Dataset excerpts START

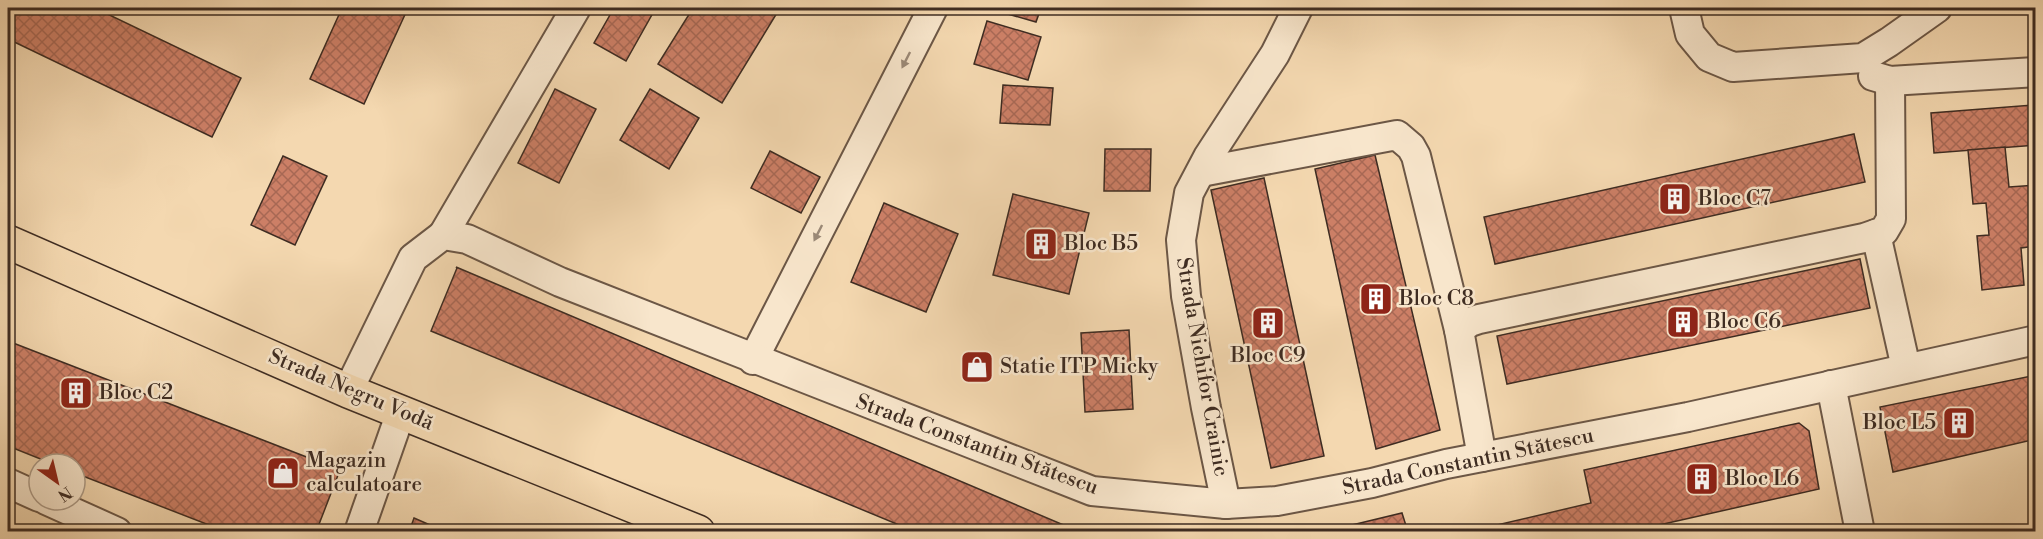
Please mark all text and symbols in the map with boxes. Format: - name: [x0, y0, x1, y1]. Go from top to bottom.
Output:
- one-way arrow: [902, 51, 911, 68]
- building icon: Bloc C7: [1657, 181, 1693, 217]
- place label: Bloc C7: [1697, 186, 1771, 212]
- one-way arrow: [813, 225, 823, 242]
- building icon: Bloc B5: [1023, 226, 1059, 262]
- place label: Bloc B5: [1063, 231, 1138, 257]
- street label: Strada Nichifor Crainic: [1170, 256, 1234, 478]
- building icon: Bloc C8: [1358, 281, 1394, 317]
- place label: Bloc C8: [1398, 286, 1474, 312]
- building icon: Bloc C6: [1665, 304, 1701, 340]
- building icon: Bloc C9: [1250, 305, 1286, 341]
- place label: Bloc C6: [1705, 309, 1781, 335]
- street label: Strada Negru Vodă: [265, 343, 438, 437]
- place label: Bloc C9: [1230, 343, 1305, 369]
- shop icon: Statie ITP Micky: [959, 349, 995, 385]
- place label: Statie ITP Micky: [1000, 354, 1159, 380]
- building icon: Bloc C2: [58, 375, 94, 411]
- place label: Bloc C2: [98, 380, 173, 406]
- street label: Strada Constantin Stătescu: [852, 389, 1102, 501]
- building icon: Bloc L5: [1941, 405, 1977, 441]
- place label: Bloc L5: [1862, 410, 1936, 436]
- street label: Strada Constantin Stătescu: [1340, 423, 1596, 501]
- place label: Magazin calculatoare: [306, 448, 422, 498]
- north arrow: [27, 452, 87, 512]
- shop icon: Magazin calculatoare: [265, 455, 301, 491]
- building icon: Bloc L6: [1684, 461, 1720, 497]
- place label: Bloc L6: [1724, 466, 1800, 492]
- text: N: [54, 482, 76, 506]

Dataset excerpts END

The records above are to be repeated exactly, with every picture removed from the copy.

Exercise output:
Please mark all text and symbols in the map with boxes. Format: - name: [x0, y0, x1, y1]. Go from top to bottom.
Output:
- one-way arrow: [902, 51, 911, 68]
- building icon: Bloc C7: [1657, 181, 1693, 217]
- place label: Bloc C7: [1697, 186, 1771, 212]
- one-way arrow: [813, 225, 823, 242]
- building icon: Bloc B5: [1023, 226, 1059, 262]
- place label: Bloc B5: [1063, 231, 1138, 257]
- street label: Strada Nichifor Crainic: [1170, 256, 1234, 478]
- building icon: Bloc C8: [1358, 281, 1394, 317]
- place label: Bloc C8: [1398, 286, 1474, 312]
- building icon: Bloc C6: [1665, 304, 1701, 340]
- building icon: Bloc C9: [1250, 305, 1286, 341]
- place label: Bloc C6: [1705, 309, 1781, 335]
- street label: Strada Negru Vodă: [265, 343, 438, 437]
- place label: Bloc C9: [1230, 343, 1305, 369]
- shop icon: Statie ITP Micky: [959, 349, 995, 385]
- place label: Statie ITP Micky: [1000, 354, 1159, 380]
- building icon: Bloc C2: [58, 375, 94, 411]
- place label: Bloc C2: [98, 380, 173, 406]
- street label: Strada Constantin Stătescu: [852, 389, 1102, 501]
- building icon: Bloc L5: [1941, 405, 1977, 441]
- place label: Bloc L5: [1862, 410, 1936, 436]
- street label: Strada Constantin Stătescu: [1340, 423, 1596, 501]
- place label: Magazin calculatoare: [306, 448, 422, 498]
- north arrow: [27, 452, 87, 512]
- shop icon: Magazin calculatoare: [265, 455, 301, 491]
- building icon: Bloc L6: [1684, 461, 1720, 497]
- place label: Bloc L6: [1724, 466, 1800, 492]
- text: N: [54, 482, 76, 506]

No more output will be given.